### Material for the task
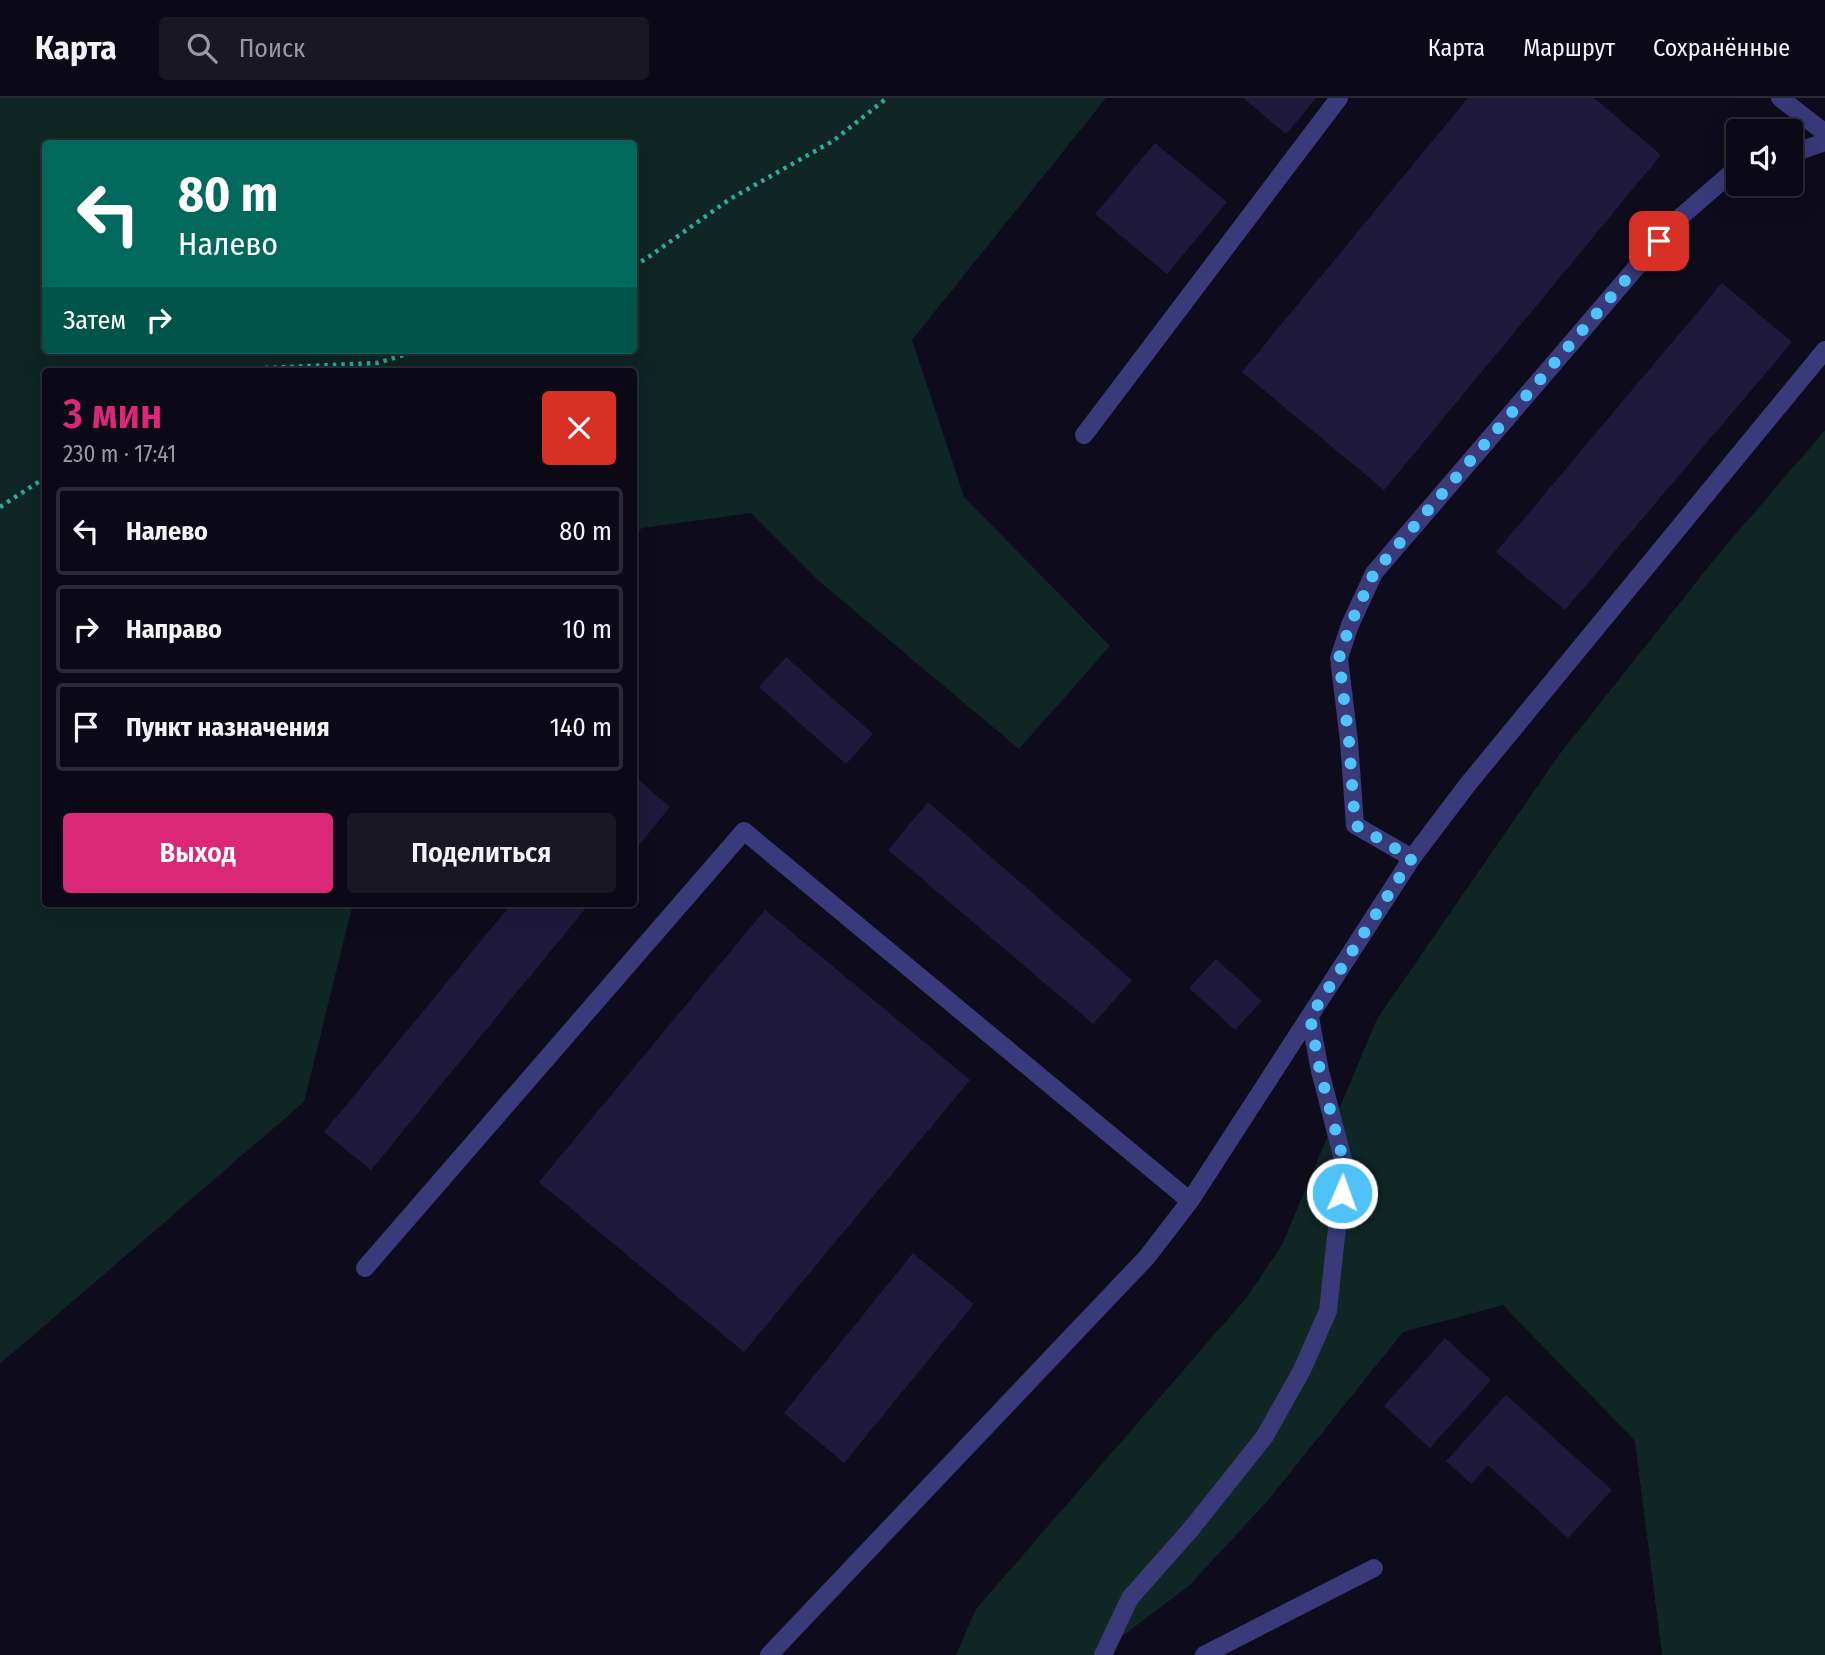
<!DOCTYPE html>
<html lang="ru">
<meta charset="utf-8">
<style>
:root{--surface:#0a0915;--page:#181722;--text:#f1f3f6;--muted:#999aa0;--line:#2a2a34;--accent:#db2777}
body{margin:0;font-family:"Fira Sans Condensed",sans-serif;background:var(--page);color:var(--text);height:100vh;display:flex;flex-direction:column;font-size:26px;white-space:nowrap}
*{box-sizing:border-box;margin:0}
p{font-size:23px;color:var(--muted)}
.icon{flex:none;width:38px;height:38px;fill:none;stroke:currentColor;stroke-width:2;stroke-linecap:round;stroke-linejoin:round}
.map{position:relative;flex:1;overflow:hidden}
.drawer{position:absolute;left:42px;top:270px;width:595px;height:539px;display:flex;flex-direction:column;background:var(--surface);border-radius:7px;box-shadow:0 7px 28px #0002,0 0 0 2px var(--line)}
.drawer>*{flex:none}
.hud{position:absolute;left:42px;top:42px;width:595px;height:214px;border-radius:7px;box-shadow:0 7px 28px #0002,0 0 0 2px var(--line);background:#00695c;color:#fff;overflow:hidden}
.tools{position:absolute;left:1726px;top:21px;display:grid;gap:14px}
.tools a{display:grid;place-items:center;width:77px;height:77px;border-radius:7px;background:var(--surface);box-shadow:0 7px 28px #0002,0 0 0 2px var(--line);font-size:35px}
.pin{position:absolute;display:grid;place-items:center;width:60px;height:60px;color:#fff;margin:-30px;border-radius:14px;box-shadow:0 4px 10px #0006}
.me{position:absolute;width:77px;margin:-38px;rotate:2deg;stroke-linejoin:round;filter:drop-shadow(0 0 5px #0008)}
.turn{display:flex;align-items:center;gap:24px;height:147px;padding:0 21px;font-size:32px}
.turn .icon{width:91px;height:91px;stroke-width:2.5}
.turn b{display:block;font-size:49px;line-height:60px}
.then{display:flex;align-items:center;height:66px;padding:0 21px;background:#0003;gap:14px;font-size:26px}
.round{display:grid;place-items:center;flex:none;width:74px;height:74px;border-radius:7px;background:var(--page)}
.overview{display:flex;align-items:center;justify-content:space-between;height:119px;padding:0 21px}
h1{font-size:42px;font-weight:600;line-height:52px;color:var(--accent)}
.button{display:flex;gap:14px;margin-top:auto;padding:14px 21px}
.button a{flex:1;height:80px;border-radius:7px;background:var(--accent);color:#fff;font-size:28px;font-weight:600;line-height:80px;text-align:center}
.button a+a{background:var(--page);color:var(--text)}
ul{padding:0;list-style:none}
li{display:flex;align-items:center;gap:21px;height:88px;margin:0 14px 10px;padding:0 7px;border:4px solid var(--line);border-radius:7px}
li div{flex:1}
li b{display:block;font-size:26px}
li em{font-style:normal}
header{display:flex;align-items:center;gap:42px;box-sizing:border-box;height:98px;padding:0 35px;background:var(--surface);border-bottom:2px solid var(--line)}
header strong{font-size:33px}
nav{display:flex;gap:38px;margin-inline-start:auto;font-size:24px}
.search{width:490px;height:63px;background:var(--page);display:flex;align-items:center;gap:18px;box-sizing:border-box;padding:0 24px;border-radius:7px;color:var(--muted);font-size:26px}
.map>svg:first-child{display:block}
.green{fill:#0f2624;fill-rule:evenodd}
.building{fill:#1f193c}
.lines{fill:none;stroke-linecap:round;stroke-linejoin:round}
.path{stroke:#31a99f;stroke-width:4.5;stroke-dasharray:3.5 5;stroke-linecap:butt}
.minor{stroke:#3a3979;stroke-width:18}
.route{stroke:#4fc3f7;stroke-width:12;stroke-dasharray:0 21.6}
</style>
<header>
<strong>Карта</strong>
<div class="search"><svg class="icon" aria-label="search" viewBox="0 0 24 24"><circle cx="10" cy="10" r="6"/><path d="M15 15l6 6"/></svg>Поиск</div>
<nav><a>Карта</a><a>Маршрут</a><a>Сохранённые</a></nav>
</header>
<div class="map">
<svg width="1825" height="1557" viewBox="0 0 1825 1557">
<rect width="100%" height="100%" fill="#0e0c1c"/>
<path class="green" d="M 0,0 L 1106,0 L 912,242 L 964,399 L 1110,548 L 1019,651 L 819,483 L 751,415 L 642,430 L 634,437 L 634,273 L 46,273 L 46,805 L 353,805 L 304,1004 L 0,1266 ZM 46,46 L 634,46 L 634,252 L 46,252 Z
M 1825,332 L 1825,1557 L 1662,1557 L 1635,1343 L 1503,1207 L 1403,1234 L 1269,1401 L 1190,1487 L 1097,1557 L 956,1557 L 976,1511 L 1247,1199 L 1282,1147 L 1377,921 L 1559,657 L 1717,458 Z"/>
<path class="building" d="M 1243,0 L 1316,0 L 1286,36 Z
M 1468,0 L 1594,0 L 1661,57 L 1384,392 L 1242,274 Z
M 1155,45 L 1227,104 L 1167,176 L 1095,116 Z
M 1722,185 L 1792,244 L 1565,512 L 1496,454 Z
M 786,559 L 873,636 L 846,666 L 759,589 Z
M 634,678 L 670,709 L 634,753 Z
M 928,704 L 1132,882 L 1093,926 L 888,752 Z
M 512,805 L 590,805 L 371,1072 L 324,1034 Z
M 765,812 L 970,982 L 744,1254 L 539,1084 Z
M 1216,861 L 1262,903 L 1235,932 L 1189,890 Z
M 913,1155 L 974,1206 L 844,1365 L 784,1315 Z
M 1445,1240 L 1491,1282 L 1430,1350 L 1384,1308 Z
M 1506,1297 L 1612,1392 L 1568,1440 L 1488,1367 L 1471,1386 L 1446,1363 Z"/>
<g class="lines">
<path class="path" d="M 634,168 L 650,158 L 730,101 L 833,43 L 887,0
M 240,273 L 243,271 L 377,265 L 420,252
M 0,409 L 46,379"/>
<path class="minor" d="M 1780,0 L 1825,35
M 1790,56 L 1825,44
M 1084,337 L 1339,0
M 1412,760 L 1355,727 L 1349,643 L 1339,560 L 1350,527 L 1374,475 L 1677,122 L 1730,76 L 1738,73
M 365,1170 L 744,733 L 1190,1103
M 769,1557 L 1147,1159 L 1190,1103 L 1412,760 L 1468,686 L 1825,252
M 1103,1557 L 1130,1500 L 1191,1431 L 1265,1338 L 1302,1272 L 1328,1213 L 1335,1147 L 1345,1069 L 1320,973 L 1310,919
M 1204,1557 L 1374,1470"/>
</g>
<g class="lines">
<path class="route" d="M 1342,1095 L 1345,1069 L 1320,973 L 1310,919 L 1412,760 L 1355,727 L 1349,643 L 1339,560 L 1350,527 L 1374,475 L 1659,143"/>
</g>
</svg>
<div class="tools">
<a><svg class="icon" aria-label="sound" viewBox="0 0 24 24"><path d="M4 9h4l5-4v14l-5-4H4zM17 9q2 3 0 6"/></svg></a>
</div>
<div class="pin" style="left:1659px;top:143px;background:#d93025"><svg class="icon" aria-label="arrive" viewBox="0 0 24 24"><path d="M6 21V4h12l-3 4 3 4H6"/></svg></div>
<svg class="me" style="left:1342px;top:1095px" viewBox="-20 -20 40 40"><circle r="17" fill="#4fc3f7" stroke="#fff" stroke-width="3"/><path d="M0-11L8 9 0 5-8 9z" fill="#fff"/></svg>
<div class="hud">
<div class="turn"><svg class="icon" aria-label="left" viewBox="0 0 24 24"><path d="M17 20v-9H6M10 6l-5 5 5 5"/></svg><div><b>80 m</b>Налево</div></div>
<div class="then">Затем<svg class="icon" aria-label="right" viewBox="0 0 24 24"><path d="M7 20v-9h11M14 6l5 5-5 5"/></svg></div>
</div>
<section class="drawer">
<div class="overview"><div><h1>3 мин</h1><p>230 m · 17:41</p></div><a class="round" style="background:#d93025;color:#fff"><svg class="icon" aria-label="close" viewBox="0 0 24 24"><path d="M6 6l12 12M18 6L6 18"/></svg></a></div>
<ul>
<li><svg class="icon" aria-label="left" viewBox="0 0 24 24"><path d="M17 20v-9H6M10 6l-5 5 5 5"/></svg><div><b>Налево</b></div><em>80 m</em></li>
<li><svg class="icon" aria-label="right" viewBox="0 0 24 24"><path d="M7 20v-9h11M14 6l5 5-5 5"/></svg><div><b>Направо</b></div><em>10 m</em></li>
<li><svg class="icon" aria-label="arrive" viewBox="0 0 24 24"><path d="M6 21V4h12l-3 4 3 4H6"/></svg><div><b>Пункт назначения</b></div><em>140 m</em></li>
</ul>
<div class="button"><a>Выход</a><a>Поделиться</a></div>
</section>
</div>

### Problem requirements
Using the material above, tally the lines that hold the string "hidden". Reply with the number alone.

### Answer below
2